ここでは、組織で意味づけ力を育むために実践したい5つのポイントをご紹介します。
仕事の目的や価値を共有する
意味づけ力を高める第一歩は、「何のためにこの仕事をしているのか」を共有することです。
会社の理念やビジョンを伝えるだけではなく、「この仕事が誰の役に立っているのか」「どのような価値を生み出しているのか」を具体的なエピソードや顧客の声を交えて伝えることで、社員は自分の仕事の意義を実感しやすくなります。
仕事の意味について対話する機会をつくる
意味づけは、一方的に与えられるものではありません。
1on1やチームミーティングの中で、「この仕事でやりがいを感じたこと」「どんな場面で自分の成長を実感したか」などを話し合う機会を設けることで、それぞれの価値観や考え方を共有できます。
こうした対話を積み重ねることで、仕事への納得感やチームの一体感も高まります。
主体的に仕事を工夫できる環境を整える
社員が自分なりの工夫や挑戦をできる環境も、意味づけ力を育むうえで重要です。
業務の進め方をある程度本人に任せたり、新しいアイデアを提案できる機会を設けたりすることで、「自分で仕事をつくっている」という感覚が生まれます。

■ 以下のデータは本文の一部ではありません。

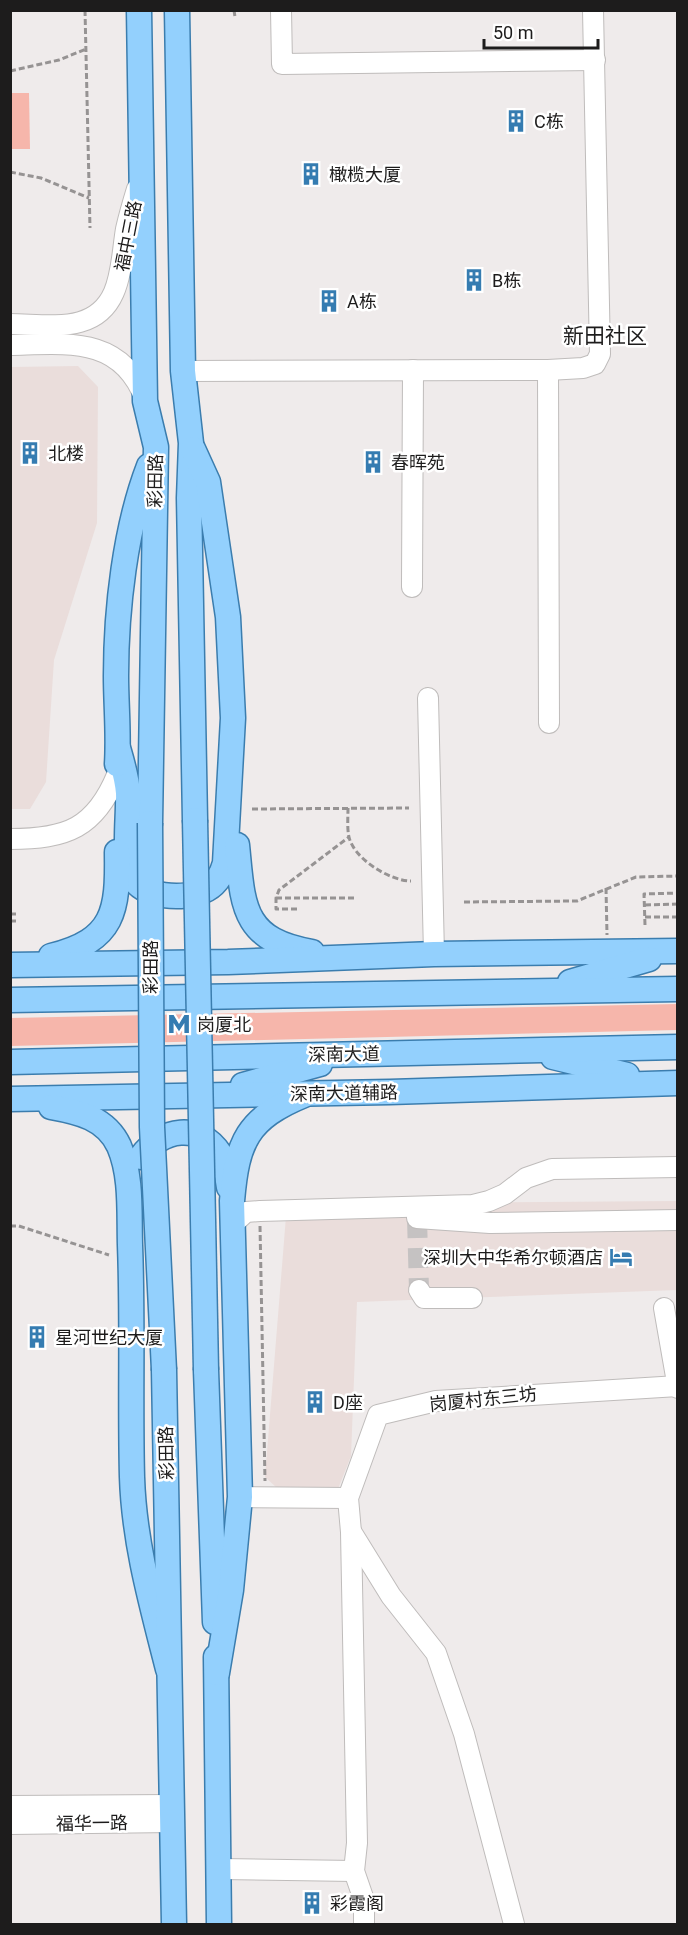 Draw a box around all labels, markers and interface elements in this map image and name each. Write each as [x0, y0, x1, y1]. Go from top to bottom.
scale bar [484, 12, 598, 50]
text: 50 m [493, 22, 533, 43]
building icon: C栋 [503, 108, 529, 134]
place label: C栋 [534, 111, 564, 132]
building icon: 橄榄大厦 [298, 161, 324, 187]
place label: 橄榄大厦 [329, 164, 401, 185]
street label: 福中三路 [111, 199, 145, 273]
building icon: B栋 [461, 267, 487, 293]
place label: B栋 [492, 270, 521, 291]
building icon: A栋 [316, 288, 342, 314]
place label: A栋 [347, 291, 377, 312]
district label: 新田社区 [563, 324, 647, 348]
building icon: 北楼 [17, 440, 43, 466]
place label: 北楼 [48, 443, 84, 464]
building icon: 春晖苑 [360, 449, 386, 475]
place label: 春晖苑 [391, 452, 445, 473]
street label: 彩田路 [144, 454, 166, 508]
street label: 彩田路 [140, 940, 161, 994]
metro station icon: 岗厦北 [166, 1011, 192, 1037]
place label: 岗厦北 [197, 1014, 251, 1035]
street label: 深南大道 [308, 1043, 380, 1065]
street label: 深南大道辅路 [290, 1082, 398, 1104]
hotel icon: 深圳大中华希尔顿酒店 [608, 1244, 634, 1270]
place label: 深圳大中华希尔顿酒店 [423, 1247, 603, 1268]
building icon: 星河世纪大厦 [24, 1324, 50, 1350]
place label: 星河世纪大厦 [55, 1327, 163, 1348]
street label: 岗厦村东三坊 [428, 1383, 538, 1415]
building icon: D座 [302, 1389, 328, 1415]
place label: D座 [333, 1392, 363, 1413]
street label: 彩田路 [155, 1426, 177, 1480]
street label: 福华一路 [56, 1812, 128, 1834]
building icon: 彩霞阁 [299, 1890, 325, 1916]
place label: 彩霞阁 [330, 1893, 384, 1914]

ジョブ・クラフティングの考え方を取り入れ、社員が主体的に仕事へ関われる環境を整えることも有効です。
成果だけでなく行動や成長も承認する
意味づけ力は、「自分の仕事が誰かの役に立った」と実感できることで育まれます。
そのためには、成果だけを評価するのではなく、「あなたの対応のおかげでお客様に喜んでもらえた」「その工夫がチーム全体の効率化につながった」といった具体的なフィードバックを日頃から伝えることが大切です。
自分の行動が周囲へ良い影響を与えていると実感できることで、仕事への意欲も高まります。
リーダー自身が仕事の意味を語る
組織の雰囲気は、管理職や経営層の姿勢によって大きく変わります。
リーダーが仕事の目的やビジョンを自分の言葉で語り、「なぜこの仕事に取り組むのか」を日頃から伝えることで、メンバーも仕事の価値を理解しやすくなります。
制度だけでは意味づけ力は育ちません。リーダー自身が率先して行動し、その想いを伝え続けることが、主体性のある組織づくりにつながります。
まとめ
意味づけ力とは、仕事や出来事に対して自分なりの価値や意義を見いだす力です。同じ仕事でも、その意味をどう捉えるかによって、仕事への向き合い方や成果は大きく変わります。
組織としても、仕事の目的を共有し、挑戦や成長を後押しする環境を整えることで、社員一人ひとりの意味づけ力を育むことができます。
まずは「この仕事は誰の役に立っているのか」「この経験から何を学べるのか」を対話する機会を増やしてみましょう。その積み重ねが、主体性やモチベーションの向上、そしてエンゲージメントの高い組織づくりにつながります。